The Obama administration has offered tentative support for a Saudi-led coalition’s launching of airstrikes against the advance of Iran-backed Shiite Houthi militias in Yemen, while insisting that dialogue among all parties remains the only solution to the country’s problems.

Egypt is backing the operation, known as “Decisive Storm,” and Pakistan also is considering sending troops to an expected ground operation against the Houthis.

Iran has condemned the move, and its chief regional proxy in the Arab world, the Lebanese Shiite Hezbollah movement, said it “lacks wisdom and rationale and legal legitimacy … [and] is moving the region towards more tensions and risks.”

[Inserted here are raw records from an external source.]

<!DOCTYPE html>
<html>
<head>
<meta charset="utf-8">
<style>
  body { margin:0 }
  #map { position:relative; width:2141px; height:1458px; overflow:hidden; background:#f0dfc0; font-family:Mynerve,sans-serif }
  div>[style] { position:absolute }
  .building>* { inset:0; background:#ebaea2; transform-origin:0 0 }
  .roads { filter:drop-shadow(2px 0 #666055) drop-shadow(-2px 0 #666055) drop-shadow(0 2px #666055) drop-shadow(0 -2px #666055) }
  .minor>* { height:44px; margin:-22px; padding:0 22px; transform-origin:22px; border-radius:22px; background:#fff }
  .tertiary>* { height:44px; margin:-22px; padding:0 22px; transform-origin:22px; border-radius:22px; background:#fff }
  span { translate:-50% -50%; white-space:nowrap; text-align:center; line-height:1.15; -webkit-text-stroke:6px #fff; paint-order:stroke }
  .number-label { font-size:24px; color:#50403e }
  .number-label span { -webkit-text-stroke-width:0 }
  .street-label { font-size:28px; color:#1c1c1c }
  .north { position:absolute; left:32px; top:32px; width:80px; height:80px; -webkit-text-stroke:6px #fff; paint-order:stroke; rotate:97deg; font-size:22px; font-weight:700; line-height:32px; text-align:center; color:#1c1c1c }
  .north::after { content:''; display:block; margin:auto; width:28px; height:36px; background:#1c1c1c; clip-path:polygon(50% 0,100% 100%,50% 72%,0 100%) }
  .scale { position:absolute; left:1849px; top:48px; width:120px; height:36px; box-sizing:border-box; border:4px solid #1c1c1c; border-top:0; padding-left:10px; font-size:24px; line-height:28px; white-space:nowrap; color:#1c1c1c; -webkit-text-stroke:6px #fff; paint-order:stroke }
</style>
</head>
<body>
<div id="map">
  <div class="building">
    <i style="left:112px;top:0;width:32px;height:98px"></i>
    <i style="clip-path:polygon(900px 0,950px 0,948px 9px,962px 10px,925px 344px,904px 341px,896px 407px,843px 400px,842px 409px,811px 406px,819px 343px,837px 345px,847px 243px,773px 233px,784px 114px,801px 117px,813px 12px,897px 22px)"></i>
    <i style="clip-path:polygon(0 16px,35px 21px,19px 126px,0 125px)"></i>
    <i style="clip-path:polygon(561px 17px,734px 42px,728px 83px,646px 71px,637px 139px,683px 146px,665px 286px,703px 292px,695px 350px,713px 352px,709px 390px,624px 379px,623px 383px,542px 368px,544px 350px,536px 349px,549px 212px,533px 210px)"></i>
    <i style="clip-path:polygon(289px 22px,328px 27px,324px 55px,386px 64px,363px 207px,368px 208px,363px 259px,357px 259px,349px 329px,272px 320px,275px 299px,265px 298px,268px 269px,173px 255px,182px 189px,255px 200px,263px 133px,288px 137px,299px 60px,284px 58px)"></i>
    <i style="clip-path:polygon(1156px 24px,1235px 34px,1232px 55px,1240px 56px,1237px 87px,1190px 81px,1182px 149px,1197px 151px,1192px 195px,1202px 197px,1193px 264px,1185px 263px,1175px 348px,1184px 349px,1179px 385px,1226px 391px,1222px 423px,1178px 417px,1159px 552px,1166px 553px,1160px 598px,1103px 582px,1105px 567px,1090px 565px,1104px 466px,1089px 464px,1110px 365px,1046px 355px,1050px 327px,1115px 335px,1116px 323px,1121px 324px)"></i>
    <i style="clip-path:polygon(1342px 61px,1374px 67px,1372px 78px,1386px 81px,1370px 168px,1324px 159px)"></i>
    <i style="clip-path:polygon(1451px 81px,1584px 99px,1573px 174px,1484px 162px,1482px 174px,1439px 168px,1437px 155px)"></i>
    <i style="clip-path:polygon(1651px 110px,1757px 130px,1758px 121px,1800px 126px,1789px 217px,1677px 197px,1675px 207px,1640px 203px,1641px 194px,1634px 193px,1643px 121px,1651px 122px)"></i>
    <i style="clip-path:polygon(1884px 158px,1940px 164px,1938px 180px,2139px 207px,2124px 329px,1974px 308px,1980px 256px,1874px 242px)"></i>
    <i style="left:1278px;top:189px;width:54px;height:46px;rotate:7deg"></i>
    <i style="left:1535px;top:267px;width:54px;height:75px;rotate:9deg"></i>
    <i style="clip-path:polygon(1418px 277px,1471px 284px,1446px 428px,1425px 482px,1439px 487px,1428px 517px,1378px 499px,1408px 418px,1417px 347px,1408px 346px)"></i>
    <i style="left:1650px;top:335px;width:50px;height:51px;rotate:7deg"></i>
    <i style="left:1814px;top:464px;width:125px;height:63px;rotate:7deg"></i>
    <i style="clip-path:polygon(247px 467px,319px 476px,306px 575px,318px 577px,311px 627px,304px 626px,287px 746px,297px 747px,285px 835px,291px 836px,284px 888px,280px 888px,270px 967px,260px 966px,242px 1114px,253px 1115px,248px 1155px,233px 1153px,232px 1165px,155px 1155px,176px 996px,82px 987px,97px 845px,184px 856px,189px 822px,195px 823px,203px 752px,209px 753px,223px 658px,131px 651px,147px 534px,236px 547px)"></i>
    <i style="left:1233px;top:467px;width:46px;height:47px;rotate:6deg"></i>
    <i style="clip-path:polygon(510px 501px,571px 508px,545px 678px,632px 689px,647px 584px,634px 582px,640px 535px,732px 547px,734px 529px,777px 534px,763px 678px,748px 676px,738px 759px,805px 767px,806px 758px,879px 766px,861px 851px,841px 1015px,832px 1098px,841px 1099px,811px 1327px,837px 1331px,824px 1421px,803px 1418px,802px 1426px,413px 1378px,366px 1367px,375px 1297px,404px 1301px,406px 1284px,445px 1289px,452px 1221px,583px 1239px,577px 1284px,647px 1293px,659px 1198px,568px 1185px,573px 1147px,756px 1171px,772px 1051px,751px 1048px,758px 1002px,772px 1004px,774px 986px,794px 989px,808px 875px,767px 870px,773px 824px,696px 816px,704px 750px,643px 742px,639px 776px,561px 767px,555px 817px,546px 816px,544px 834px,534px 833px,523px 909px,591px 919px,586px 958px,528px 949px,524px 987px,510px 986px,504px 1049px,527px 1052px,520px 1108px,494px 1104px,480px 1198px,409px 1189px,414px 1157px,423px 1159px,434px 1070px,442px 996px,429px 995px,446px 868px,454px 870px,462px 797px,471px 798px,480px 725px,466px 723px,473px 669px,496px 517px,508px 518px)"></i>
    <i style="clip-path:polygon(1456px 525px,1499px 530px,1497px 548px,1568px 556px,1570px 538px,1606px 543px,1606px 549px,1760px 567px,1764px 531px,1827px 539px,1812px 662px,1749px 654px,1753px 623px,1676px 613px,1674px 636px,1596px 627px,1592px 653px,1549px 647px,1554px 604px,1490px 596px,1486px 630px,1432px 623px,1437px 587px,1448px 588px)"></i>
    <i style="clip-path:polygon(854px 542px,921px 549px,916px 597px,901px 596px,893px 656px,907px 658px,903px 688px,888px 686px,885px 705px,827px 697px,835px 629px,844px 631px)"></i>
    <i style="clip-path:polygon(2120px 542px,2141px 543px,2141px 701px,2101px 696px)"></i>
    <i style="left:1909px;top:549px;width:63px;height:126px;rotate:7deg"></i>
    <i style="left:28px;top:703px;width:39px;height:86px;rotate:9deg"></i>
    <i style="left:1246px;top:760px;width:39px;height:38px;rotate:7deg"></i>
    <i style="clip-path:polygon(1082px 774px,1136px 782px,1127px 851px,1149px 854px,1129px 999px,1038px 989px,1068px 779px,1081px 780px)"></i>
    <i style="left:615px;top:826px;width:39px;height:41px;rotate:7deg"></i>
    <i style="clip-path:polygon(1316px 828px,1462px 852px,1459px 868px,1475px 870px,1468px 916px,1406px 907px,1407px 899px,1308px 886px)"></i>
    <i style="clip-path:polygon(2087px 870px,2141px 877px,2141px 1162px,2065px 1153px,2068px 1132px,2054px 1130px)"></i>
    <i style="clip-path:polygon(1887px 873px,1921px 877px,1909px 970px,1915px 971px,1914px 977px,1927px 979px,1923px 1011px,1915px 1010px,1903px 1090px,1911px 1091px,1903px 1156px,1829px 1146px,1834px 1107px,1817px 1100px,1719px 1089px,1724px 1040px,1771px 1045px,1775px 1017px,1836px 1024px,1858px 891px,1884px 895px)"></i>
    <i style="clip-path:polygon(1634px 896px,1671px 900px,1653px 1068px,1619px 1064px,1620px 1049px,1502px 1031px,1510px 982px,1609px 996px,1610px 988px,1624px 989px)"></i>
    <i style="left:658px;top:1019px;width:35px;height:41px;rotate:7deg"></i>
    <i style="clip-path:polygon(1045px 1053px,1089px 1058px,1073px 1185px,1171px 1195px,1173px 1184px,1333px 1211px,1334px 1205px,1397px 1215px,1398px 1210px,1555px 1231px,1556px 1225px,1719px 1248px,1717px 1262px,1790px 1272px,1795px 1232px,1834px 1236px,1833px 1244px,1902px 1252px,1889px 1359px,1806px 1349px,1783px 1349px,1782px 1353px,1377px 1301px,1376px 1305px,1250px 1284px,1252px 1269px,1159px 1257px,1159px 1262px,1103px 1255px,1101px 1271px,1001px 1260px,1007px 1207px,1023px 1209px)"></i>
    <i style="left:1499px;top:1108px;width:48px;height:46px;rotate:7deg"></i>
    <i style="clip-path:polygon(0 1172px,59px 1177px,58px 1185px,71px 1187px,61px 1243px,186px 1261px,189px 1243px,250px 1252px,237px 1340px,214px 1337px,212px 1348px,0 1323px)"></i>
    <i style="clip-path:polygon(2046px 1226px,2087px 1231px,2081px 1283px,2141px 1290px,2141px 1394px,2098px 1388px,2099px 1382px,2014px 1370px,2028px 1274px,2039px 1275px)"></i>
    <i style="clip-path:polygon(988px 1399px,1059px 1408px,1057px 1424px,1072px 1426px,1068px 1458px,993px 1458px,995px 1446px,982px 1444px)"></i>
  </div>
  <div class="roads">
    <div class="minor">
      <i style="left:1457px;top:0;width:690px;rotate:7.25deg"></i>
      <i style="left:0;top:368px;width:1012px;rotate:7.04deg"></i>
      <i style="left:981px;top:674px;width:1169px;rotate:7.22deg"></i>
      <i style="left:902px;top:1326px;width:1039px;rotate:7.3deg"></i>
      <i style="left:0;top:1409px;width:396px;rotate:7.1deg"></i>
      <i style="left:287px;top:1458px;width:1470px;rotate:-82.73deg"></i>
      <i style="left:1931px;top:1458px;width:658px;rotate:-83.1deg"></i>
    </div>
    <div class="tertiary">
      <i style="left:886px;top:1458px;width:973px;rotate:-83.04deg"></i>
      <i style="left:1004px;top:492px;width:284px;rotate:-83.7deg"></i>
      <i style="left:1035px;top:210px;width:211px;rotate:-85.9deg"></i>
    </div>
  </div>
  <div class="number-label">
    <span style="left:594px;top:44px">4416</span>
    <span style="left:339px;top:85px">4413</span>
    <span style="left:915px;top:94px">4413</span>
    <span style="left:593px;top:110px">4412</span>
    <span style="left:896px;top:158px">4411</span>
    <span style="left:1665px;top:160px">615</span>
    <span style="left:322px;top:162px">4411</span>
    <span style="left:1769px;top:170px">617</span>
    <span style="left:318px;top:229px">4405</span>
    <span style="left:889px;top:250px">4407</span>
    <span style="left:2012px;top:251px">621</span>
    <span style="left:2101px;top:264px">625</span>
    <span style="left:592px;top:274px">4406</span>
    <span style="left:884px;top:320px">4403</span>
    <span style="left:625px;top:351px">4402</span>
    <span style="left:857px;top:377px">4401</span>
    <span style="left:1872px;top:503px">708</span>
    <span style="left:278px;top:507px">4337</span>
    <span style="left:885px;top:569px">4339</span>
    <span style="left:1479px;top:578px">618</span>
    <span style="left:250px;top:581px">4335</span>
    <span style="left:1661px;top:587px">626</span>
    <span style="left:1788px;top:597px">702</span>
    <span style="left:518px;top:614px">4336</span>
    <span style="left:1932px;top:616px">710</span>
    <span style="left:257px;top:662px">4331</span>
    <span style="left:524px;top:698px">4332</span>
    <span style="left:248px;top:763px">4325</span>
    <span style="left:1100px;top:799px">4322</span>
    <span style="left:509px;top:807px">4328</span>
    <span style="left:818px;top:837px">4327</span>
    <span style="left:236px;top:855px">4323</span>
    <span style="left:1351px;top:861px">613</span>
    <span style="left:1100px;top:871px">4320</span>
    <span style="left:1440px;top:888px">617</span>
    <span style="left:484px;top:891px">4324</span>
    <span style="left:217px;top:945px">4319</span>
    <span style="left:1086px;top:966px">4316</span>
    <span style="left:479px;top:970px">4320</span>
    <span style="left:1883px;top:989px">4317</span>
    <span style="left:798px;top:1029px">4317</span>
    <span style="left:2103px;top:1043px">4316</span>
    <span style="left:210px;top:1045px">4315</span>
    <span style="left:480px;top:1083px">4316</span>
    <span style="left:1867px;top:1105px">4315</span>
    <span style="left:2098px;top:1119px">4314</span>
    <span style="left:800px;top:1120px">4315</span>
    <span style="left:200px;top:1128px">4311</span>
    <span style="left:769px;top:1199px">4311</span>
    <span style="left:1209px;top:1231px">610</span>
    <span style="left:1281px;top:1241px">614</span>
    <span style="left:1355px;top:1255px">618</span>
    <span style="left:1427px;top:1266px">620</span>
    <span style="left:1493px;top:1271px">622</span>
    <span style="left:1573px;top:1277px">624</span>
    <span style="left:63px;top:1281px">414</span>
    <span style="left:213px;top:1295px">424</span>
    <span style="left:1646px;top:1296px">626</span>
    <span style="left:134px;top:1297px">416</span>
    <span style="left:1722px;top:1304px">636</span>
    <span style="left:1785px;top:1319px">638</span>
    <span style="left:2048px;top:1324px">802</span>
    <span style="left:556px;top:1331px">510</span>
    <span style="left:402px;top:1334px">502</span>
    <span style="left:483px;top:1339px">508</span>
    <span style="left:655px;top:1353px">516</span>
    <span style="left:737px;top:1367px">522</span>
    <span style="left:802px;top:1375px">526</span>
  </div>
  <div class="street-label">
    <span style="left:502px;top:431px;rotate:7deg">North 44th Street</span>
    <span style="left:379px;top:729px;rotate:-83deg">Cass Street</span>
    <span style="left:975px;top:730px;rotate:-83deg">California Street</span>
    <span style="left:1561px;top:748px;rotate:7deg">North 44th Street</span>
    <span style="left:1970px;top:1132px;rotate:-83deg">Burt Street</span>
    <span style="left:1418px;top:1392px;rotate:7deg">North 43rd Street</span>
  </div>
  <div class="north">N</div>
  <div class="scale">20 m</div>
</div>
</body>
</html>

In a conference call with Gulf Cooperation Council foreign ministers from Lausanne, Switzerland, Secretary of State John Kerry “commended the work of the coalition taking military action against the Houthis” and said U.S. support included “intelligence sharing, targeting assistance, and advisory and logistical support for strikes against Houthi targets,” State Department spokesman Jeff Rathke told reporters.

Kerry’s call came on the sidelines of nuclear talks with Iranian officials. Rathke said the secretary discussed Yemen briefly in his meeting with Iranian Foreign Minister Mohammad Javad Zarif, but would not provide details of the conversation, saying the nuclear issue was the principal focus of the conversation.

Obama and other administration officials have insisted on keeping U.S. policy toward Iran focused solely on the nuclear talks, in spite of congressional pressure to press Tehran on its support of terrorism, aggression toward neighboring Arab states and its holding of U.S. citizens on questionable charges. Administration officials say the best way to deal with those issues is to first ensure Iran won’t be able to develop a nuclear weapon.

McCain, Graham and Ayotte have been among the harshest congressional critics of the administration’s policy, and on Thursday said Obama’s policy has opened the door to a regional war — a position endorsed by many experts, who have warned for years that U.S. complacency in the face of Iranian expansion could fuel a wider sectarian conflict and do long-term damage to the nation’s interests in the Middle East.

“I think it already is out of control,” said James Phillips, a Middle East expert at the conservative Heritage Foundation. “I think it’s going to get a lot worse.”

McCain noted that U.S. Central Command chief Gen. Lloyd Austin had told his panel earlier in the day that the Saudis had not given him advance notice of the intervention and said it was a sign of how low the Obama administration had allowed relations with Arab allies to slip to keep nuclear talks going.

“Our closest allies in the region no longer trust us,” McCain said. “That is because they believe we are siding with Iran.”

In a statement supporting the operation, Turkey’s foreign ministry said its government had been informed of the operation in advance.